#### [Work to be completed]
Print the lines exactly. Start at the first line of the material below, end with the line that contains "0 #6c7484) drop-shadow(-2px", and skip all pictures.

#### [Information provided]
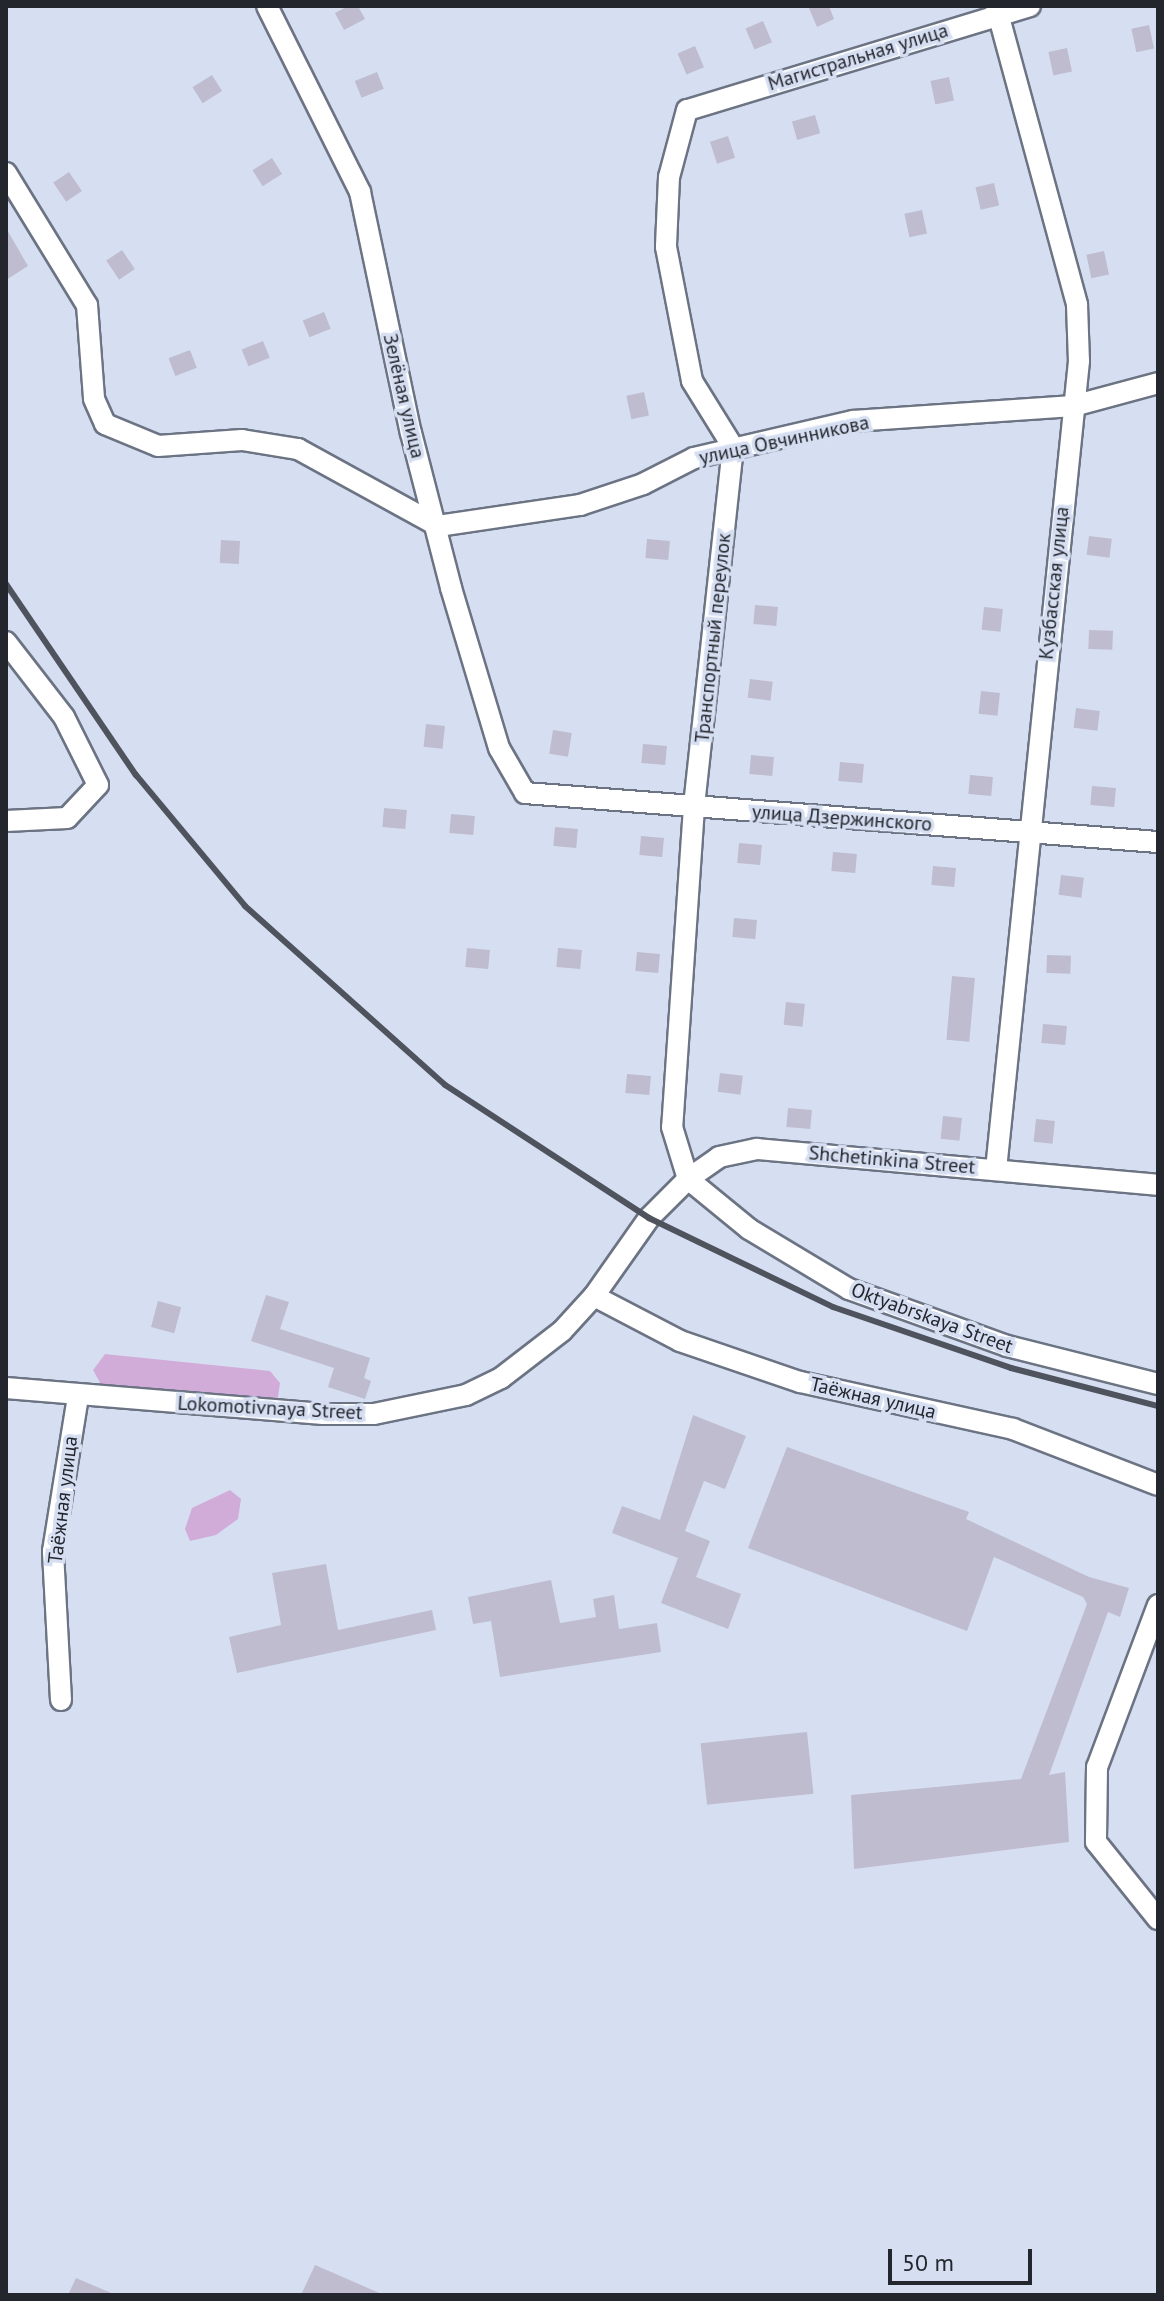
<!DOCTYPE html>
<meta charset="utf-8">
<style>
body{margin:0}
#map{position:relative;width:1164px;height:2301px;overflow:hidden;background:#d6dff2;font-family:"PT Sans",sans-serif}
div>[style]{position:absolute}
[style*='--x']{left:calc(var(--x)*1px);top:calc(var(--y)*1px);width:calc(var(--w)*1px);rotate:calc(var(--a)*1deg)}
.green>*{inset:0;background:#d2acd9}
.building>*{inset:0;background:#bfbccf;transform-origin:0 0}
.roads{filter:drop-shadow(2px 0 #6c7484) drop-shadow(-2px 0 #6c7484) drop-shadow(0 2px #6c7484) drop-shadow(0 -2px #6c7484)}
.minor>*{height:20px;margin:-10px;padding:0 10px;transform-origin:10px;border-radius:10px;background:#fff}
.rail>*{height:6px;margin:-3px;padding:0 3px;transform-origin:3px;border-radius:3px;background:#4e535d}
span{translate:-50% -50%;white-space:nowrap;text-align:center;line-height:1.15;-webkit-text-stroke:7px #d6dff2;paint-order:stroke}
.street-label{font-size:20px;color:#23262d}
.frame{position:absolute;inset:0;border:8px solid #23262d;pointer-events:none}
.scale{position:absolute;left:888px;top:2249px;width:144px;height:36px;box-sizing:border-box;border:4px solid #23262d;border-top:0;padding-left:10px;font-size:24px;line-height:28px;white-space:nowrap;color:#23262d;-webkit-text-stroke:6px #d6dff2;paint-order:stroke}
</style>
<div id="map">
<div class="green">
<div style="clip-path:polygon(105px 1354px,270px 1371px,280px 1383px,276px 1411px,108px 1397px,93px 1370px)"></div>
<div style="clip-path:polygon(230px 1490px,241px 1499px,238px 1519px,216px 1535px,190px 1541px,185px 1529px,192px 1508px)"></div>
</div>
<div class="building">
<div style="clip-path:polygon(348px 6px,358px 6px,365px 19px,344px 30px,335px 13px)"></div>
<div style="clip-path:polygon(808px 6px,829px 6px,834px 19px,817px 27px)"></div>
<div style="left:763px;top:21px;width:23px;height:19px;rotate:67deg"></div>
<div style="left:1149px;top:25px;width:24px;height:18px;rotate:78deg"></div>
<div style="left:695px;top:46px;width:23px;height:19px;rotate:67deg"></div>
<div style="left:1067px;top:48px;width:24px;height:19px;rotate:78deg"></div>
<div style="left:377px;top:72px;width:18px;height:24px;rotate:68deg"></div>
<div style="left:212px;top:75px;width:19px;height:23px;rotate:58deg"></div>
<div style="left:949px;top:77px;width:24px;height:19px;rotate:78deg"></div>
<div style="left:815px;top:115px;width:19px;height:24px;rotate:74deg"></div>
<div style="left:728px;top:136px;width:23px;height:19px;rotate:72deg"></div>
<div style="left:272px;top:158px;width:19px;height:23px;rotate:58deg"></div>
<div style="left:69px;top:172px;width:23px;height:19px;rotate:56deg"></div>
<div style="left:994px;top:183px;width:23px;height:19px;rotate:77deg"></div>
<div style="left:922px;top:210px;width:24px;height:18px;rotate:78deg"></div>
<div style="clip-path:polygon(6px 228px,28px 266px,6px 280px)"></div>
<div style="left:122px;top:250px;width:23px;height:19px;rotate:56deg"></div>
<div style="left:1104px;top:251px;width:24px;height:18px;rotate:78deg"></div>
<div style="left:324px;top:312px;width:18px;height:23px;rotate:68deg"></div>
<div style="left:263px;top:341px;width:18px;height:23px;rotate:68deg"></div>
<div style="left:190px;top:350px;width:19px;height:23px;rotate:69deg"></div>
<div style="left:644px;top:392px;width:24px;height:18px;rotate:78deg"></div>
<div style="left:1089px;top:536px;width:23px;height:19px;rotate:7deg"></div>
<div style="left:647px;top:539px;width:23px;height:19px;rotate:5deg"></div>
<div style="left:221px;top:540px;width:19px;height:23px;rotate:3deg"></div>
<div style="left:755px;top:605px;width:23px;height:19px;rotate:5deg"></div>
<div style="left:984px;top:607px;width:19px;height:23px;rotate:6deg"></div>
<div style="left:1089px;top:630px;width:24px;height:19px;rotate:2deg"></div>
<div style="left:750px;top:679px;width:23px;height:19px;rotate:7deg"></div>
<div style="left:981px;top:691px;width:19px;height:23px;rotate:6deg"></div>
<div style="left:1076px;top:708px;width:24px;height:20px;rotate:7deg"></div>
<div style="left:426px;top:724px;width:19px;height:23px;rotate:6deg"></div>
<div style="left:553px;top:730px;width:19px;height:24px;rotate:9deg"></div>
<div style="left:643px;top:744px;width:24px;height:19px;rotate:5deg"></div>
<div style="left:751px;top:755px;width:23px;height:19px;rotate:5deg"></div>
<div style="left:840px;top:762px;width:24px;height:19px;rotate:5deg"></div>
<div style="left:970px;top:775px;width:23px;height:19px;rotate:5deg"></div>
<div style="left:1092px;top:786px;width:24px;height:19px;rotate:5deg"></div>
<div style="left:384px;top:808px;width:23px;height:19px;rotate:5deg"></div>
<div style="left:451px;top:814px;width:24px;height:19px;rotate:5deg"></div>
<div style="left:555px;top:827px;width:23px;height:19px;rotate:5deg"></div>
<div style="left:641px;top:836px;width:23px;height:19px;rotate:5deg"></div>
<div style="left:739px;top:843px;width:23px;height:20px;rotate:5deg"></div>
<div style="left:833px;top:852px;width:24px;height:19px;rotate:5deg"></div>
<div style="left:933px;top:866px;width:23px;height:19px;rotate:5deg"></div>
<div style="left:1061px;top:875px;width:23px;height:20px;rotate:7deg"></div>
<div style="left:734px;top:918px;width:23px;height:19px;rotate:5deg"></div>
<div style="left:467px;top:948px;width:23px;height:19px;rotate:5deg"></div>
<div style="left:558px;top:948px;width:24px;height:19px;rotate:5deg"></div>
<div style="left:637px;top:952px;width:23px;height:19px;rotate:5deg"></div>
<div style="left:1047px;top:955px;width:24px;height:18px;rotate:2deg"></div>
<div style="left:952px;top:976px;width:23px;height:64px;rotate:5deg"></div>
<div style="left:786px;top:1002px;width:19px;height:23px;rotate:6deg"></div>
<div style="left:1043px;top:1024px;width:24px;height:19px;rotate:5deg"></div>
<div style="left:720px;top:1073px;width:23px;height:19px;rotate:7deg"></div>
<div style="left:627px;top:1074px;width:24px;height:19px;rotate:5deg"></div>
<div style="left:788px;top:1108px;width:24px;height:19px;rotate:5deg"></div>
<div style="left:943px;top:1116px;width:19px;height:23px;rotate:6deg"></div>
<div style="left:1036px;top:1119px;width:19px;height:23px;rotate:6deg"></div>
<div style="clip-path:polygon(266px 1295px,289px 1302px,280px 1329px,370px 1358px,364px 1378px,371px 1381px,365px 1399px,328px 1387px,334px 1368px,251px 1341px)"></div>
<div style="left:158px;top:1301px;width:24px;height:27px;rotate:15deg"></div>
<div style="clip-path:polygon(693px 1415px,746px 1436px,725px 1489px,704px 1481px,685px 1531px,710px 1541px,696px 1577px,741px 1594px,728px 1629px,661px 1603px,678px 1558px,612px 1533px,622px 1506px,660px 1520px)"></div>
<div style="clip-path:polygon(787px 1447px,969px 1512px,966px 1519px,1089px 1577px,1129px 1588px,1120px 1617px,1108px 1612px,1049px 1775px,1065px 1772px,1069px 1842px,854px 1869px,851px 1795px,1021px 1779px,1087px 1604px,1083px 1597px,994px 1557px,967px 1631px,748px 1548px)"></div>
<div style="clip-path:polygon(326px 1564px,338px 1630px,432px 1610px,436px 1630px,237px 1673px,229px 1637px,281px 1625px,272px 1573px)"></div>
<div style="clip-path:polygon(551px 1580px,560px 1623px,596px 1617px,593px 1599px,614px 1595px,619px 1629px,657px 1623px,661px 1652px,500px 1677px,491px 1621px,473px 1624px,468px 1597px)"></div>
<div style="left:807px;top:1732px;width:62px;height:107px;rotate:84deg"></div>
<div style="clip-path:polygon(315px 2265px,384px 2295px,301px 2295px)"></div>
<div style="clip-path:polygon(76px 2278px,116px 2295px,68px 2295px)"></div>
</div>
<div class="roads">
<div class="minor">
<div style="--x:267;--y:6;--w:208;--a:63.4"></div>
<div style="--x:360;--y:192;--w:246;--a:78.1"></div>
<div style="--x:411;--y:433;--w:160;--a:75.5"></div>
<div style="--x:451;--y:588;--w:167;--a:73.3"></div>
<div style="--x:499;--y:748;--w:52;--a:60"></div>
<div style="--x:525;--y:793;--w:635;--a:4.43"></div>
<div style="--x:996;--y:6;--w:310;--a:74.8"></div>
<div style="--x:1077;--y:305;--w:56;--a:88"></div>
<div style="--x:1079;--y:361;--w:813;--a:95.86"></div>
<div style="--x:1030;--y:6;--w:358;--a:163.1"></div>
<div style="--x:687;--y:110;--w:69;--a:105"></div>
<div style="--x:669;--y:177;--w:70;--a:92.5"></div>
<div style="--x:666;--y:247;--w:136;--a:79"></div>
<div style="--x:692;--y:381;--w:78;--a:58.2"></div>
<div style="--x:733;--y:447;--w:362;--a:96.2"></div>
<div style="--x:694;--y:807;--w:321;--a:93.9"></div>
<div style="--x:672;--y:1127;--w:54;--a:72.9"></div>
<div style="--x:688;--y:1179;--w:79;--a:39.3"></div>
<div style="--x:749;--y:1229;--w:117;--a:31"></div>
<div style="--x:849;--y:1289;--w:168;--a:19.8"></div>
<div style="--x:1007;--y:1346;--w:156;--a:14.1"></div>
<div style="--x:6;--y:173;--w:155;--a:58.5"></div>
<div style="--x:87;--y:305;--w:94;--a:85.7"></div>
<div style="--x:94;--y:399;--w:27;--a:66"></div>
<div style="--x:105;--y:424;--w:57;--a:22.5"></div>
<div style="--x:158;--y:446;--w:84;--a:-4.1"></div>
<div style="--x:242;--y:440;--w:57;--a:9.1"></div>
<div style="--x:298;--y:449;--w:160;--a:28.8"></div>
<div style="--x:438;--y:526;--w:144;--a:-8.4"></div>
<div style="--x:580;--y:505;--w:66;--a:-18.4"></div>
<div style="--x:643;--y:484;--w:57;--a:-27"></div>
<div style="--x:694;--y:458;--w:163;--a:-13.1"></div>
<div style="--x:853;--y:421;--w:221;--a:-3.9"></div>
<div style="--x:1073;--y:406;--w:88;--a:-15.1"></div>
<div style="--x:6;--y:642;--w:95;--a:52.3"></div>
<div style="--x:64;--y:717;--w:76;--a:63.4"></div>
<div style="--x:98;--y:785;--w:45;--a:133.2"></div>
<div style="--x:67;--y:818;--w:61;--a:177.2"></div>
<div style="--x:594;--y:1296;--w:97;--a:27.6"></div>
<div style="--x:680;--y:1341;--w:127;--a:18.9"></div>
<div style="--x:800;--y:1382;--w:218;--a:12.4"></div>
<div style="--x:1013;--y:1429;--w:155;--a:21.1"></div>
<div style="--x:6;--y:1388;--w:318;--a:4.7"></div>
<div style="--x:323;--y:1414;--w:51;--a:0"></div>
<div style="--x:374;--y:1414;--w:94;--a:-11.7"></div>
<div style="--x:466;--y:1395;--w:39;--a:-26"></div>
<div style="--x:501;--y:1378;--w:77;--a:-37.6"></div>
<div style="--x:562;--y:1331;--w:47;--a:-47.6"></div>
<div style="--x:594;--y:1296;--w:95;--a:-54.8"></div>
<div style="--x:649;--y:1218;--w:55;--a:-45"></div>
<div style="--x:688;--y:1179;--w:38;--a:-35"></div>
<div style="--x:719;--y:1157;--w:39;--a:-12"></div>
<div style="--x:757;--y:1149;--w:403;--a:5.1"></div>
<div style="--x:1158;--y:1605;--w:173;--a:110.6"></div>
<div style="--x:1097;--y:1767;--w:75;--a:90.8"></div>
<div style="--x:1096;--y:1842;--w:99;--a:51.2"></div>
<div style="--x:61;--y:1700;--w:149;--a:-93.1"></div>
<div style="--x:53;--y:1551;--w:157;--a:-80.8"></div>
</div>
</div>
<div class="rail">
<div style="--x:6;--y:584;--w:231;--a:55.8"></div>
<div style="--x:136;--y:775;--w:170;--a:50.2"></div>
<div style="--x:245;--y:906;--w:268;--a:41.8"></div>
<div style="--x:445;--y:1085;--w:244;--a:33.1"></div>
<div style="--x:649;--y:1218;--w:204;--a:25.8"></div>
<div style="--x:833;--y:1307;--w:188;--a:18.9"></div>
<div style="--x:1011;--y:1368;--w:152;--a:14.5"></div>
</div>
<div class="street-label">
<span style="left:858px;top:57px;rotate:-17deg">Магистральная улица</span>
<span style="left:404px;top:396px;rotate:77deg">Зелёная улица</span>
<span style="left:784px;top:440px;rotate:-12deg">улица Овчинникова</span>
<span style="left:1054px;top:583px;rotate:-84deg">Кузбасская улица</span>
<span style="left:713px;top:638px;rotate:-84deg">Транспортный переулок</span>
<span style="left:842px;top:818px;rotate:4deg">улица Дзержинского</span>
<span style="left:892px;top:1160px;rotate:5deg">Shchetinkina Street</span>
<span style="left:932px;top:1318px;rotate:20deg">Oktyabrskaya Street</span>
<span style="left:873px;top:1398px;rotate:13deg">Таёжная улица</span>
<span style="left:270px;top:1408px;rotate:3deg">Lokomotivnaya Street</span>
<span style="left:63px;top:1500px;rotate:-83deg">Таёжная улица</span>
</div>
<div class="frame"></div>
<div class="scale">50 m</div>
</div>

#### [Written answer]
<!DOCTYPE html>
<meta charset="utf-8">
<style>
body{margin:0}
#map{position:relative;width:1164px;height:2301px;overflow:hidden;background:#d6dff2;font-family:"PT Sans",sans-serif}
div>[style]{position:absolute}
[style*='--x']{left:calc(var(--x)*1px);top:calc(var(--y)*1px);width:calc(var(--w)*1px);rotate:calc(var(--a)*1deg)}
.green>*{inset:0;background:#d2acd9}
.building>*{inset:0;background:#bfbccf;transform-origin:0 0}
.roads{filter:drop-shadow(2px 0 #6c7484) drop-shadow(-2px 0 #6c7484) drop-shadow(0 2px #6c7484) drop-shadow(0 -2px #6c7484)}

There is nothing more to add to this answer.